── Supplied information

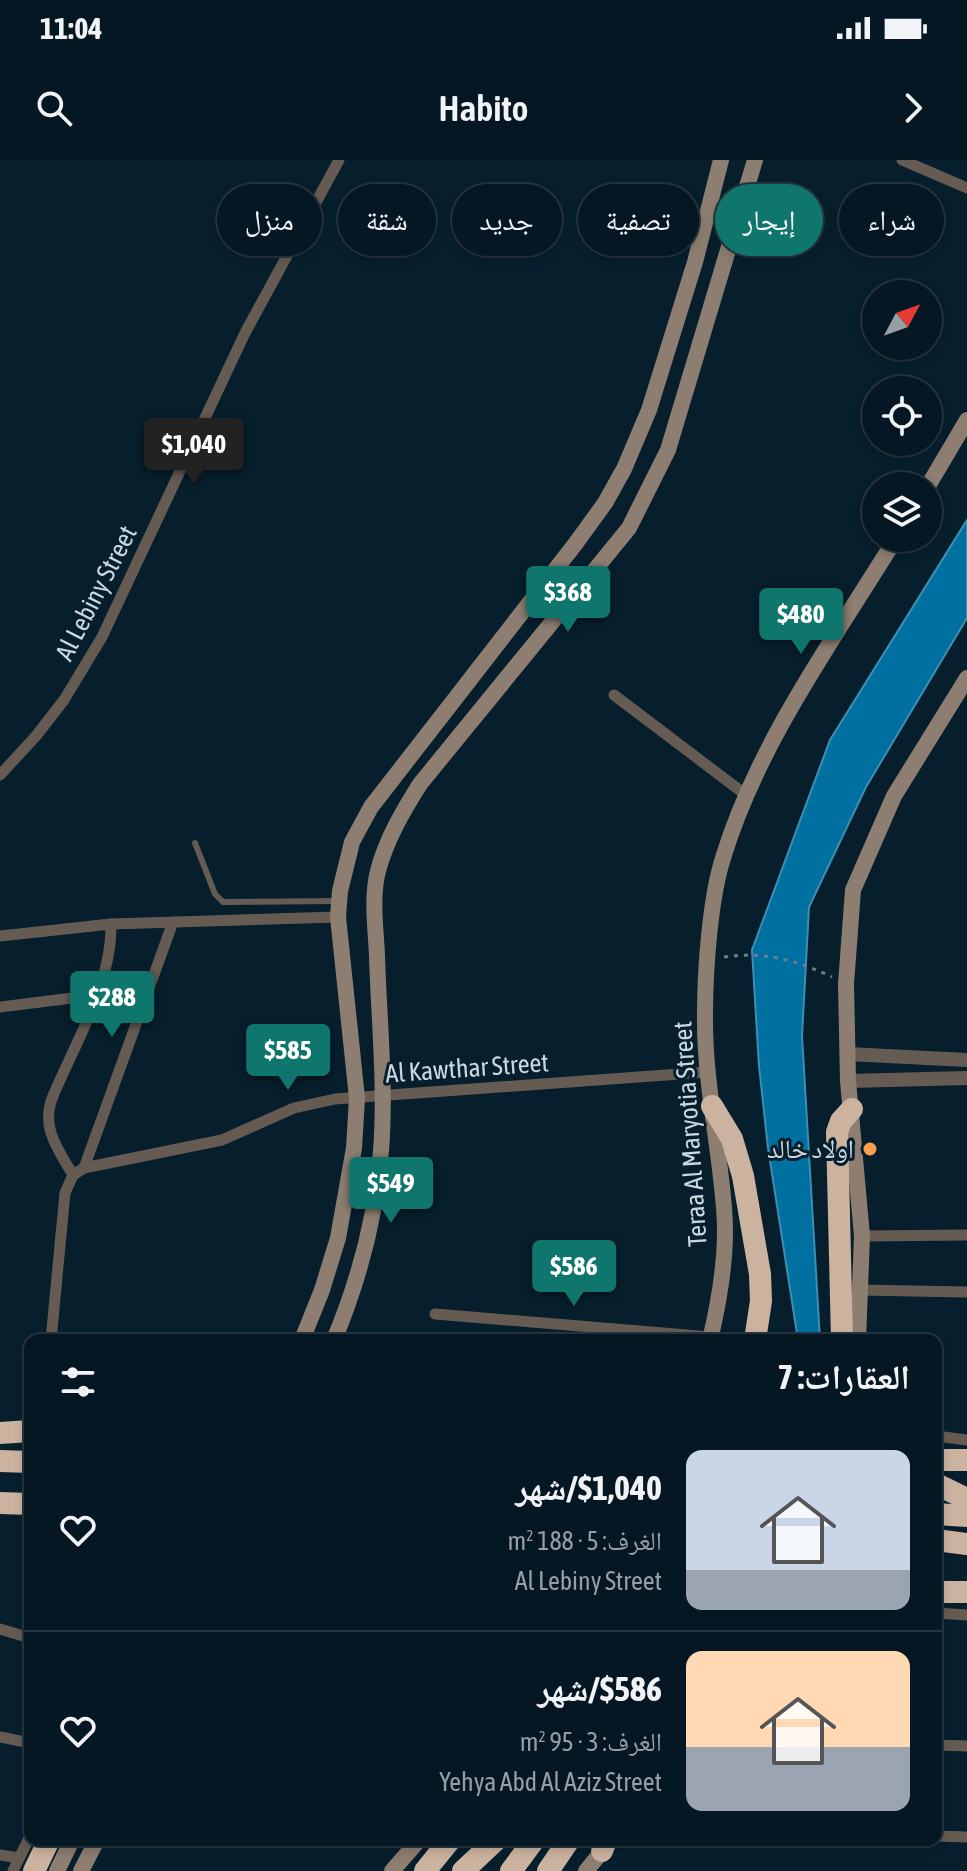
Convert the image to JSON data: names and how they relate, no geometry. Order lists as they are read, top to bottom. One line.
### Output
{"streets":{"main road":["Teraa Al Maryotia Street"],"street":["Al Lebiny Street","Al Kawthar Street"]},"crossings":[["Al Kawthar Street","Teraa Al Maryotia Street"]],"places":["اولاد خالد"],"north":"top right","page":{"status":"11:04","header":"Habito","chip":["شراء","إيجار","تصفية","جديد","شقة","منزل"],"price":["$1,040","$368","$480","$288","$585","$549","$586"],"heading":"العقارات: 7","list":[{"name":"$1,040/شهر","note":"الغرف: 5 · 188 m² · Al Lebiny Street"},{"name":"$586/شهر","note":"الغرف: 3 · 95 m² · Yehya Abd Al Aziz Street"}]}}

────

__Task description__
An exact copy of the material is required, minus the pictures.

__Answer to this task__
Convert the image to JSON data: names and how they relate, no geometry. Order lists as they are read, top to bottom. One line.
### Output
{"streets":{"main road":["Teraa Al Maryotia Street"],"street":["Al Lebiny Street","Al Kawthar Street"]},"crossings":[["Al Kawthar Street","Teraa Al Maryotia Street"]],"places":["اولاد خالد"],"north":"top right","page":{"status":"11:04","header":"Habito","chip":["شراء","إيجار","تصفية","جديد","شقة","منزل"],"price":["$1,040","$368","$480","$288","$585","$549","$586"],"heading":"العقارات: 7","list":[{"name":"$1,040/شهر","note":"الغرف: 5 · 188 m² · Al Lebiny Street"},{"name":"$586/شهر","note":"الغرف: 3 · 95 m² · Yehya Abd Al Aziz Street"}]}}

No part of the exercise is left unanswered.